At each stage and transition, I would meet with the leadership, paid and volunteer. I wanted them to know our expectations. I wanted them to know Rachel’s needs. I wanted everyone to be successful. I basically knew nothing about Down syndrome before Rachel. I have had a crash course on Down syndrome. I don’t think it is reasonable to always expect people to know what to do if we don’t tell them or help them.
Even though we never needed a special friend or buddy in her church activities, I’ve always appreciated that our ministers offered. Some children and teachers need the extra good hands guys for safety or for helping with activities. Talk with them openly about your desire for your child to be a part. This is not just for your child. It is for the other students and the adults as well. We learn from each other.
Second tip is to educate. Offer to do part of a training to help teachers and helpers know how to work with your child. If they won’t or can’t allow you to do this, provide them with written materials, resources and videos or Internet links. Make sure to meet the adult volunteers who will be working closely with your child and give them information. For example, we would tell them that we expect Rachel to follow rules. She needs extra time to process instruction. Fine motor skills such as writing are not her strength. She is a good reader and will want to read out loud. I like to do some education of staff, teachers, etc, if at all possible. My next step would be to help you find peers who could be a buddy in the student events, students who would work to include her. You may need adults to help monitor in the beginning but before long, they students will do the work. One observation I have always had is that many of her teachers comment on the fact that Rachel can read better than some of her peers. I think this alone is a beautiful example of this church inclusion thing. It promotes this idea of high expectations.
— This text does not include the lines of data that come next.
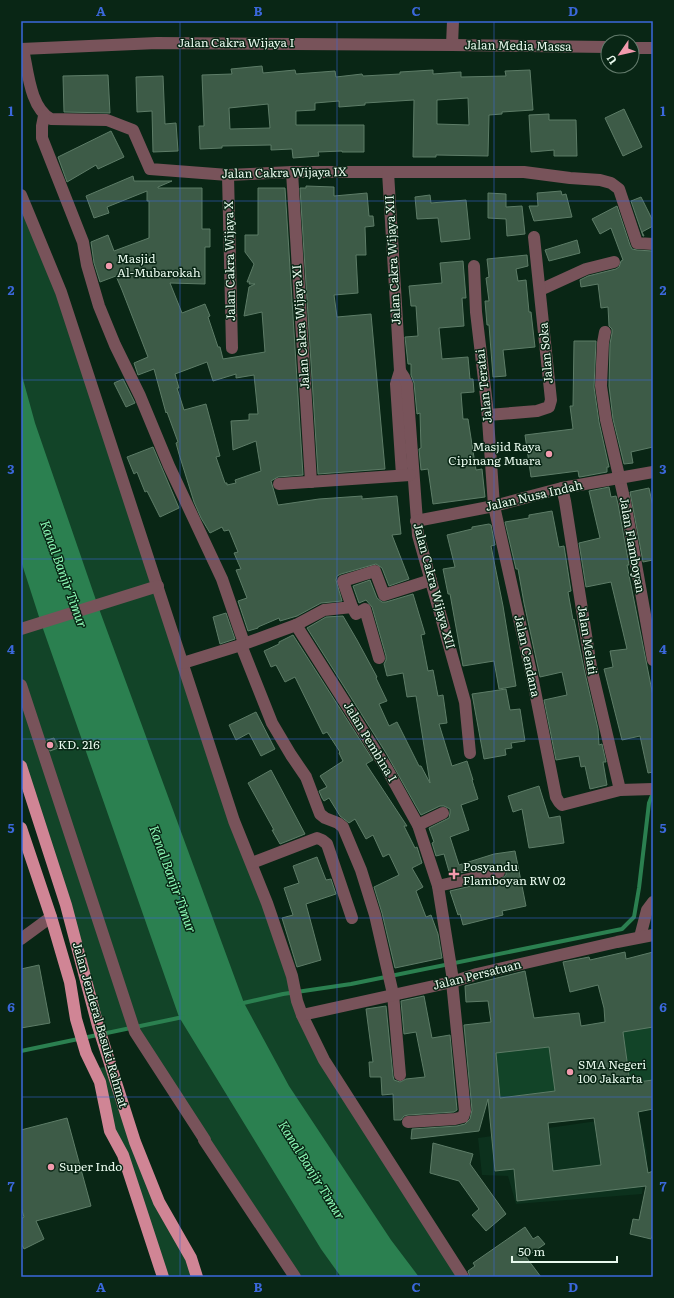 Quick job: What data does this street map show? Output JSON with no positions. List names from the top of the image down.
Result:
{
  "streets": {
    "main road": ["Jalan Jenderal Basuki Rahmat"],
    "street": [
      "Jalan Cakra Wijaya I",
      "Jalan Media Massa",
      "Jalan Cakra Wijaya IX",
      "Jalan Cakra Wijaya XII",
      "Jalan Cakra Wijaya X",
      "Jalan Cakra Wijaya XI",
      "Jalan Soka",
      "Jalan Teratai",
      "Jalan Nusa Indah",
      "Jalan Flamboyan",
      "Jalan Melati",
      "Jalan Cendana",
      "Jalan Pembina I",
      "Jalan Persatuan"
    ]
  },
  "crossings": [
    ["Jalan Cakra Wijaya I", "Jalan Media Massa"],
    ["Jalan Cakra Wijaya IX", "Jalan Cakra Wijaya XII"],
    ["Jalan Cakra Wijaya IX", "Jalan Cakra Wijaya X"],
    ["Jalan Cakra Wijaya IX", "Jalan Cakra Wijaya XI"],
    ["Jalan Cakra Wijaya XII", "Jalan Nusa Indah"],
    ["Jalan Soka", "Jalan Teratai"],
    ["Jalan Teratai", "Jalan Nusa Indah"],
    ["Jalan Teratai", "Jalan Cendana"],
    ["Jalan Nusa Indah", "Jalan Flamboyan"],
    ["Jalan Nusa Indah", "Jalan Melati"],
    ["Jalan Nusa Indah", "Jalan Cendana"],
    ["Jalan Melati", "Jalan Cendana"],
    ["Jalan Pembina I", "Jalan Persatuan"]
  ],
  "water": ["Kanal Banjir Timur"],
  "places": {
    "other": [
      "Masjid Al-Mubarokah",
      "Masjid Raya Cipinang Muara",
      "KD. 216",
      "SMA Negeri 100 Jakarta",
      "Super Indo"
    ],
    "health": ["Posyandu Flamboyan RW 02"]
  },
  "scale_bar": "50 m",
  "north": "bottom left",
  "grid": {
    "columns": [
      "A",
      "B",
      "C",
      "D"
    ],
    "rows": [
      "1",
      "2",
      "3",
      "4",
      "5",
      "6",
      "7"
    ]
  }
}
I strongly recommend peer presentations at church, too. When Rachel was younger we did one for her class every year. We did a little PowerPoint just like we would for school. “Just Like You – Down Syndrome” has provide us with an easy educational tool. When we are having a weekend discipleship retreat, I find out who Rachel’s leader will be and send them an email. I invite them to spend 13 minutes watching “Just Like You.” Most often, they do and it makes a huge difference. JLY is specific to Down syndrome but it has great points (as does “Just Like You – Autism”) for working with kids of all kinds of abilities.
I guess I have more than two suggestions here but I want to leave you with this final thought. Have courage. A long time ago I decided I would never allow my own fears to prevent Rachel from being a part of something. I know it’s a fine line but do the best you can to educate everyone who will be with your child. Seek out a few positive peers/mentors to assist. Don’t give up at the first wrong turn. It is hard. It is exhausting, but this picture is worth a million words. #Inclusionworks. It’s worth it for everyone.
NOTE: I know there are people who have health limitations and other limitations. I am not all-knowing. I am simply sharing from our experiences and philosophy. “For I am confident of this very thing. He who began a good work in you will be faithful to complete it.” Phil. 1:6.
We need open dialogue to address this multi-faceted challenges.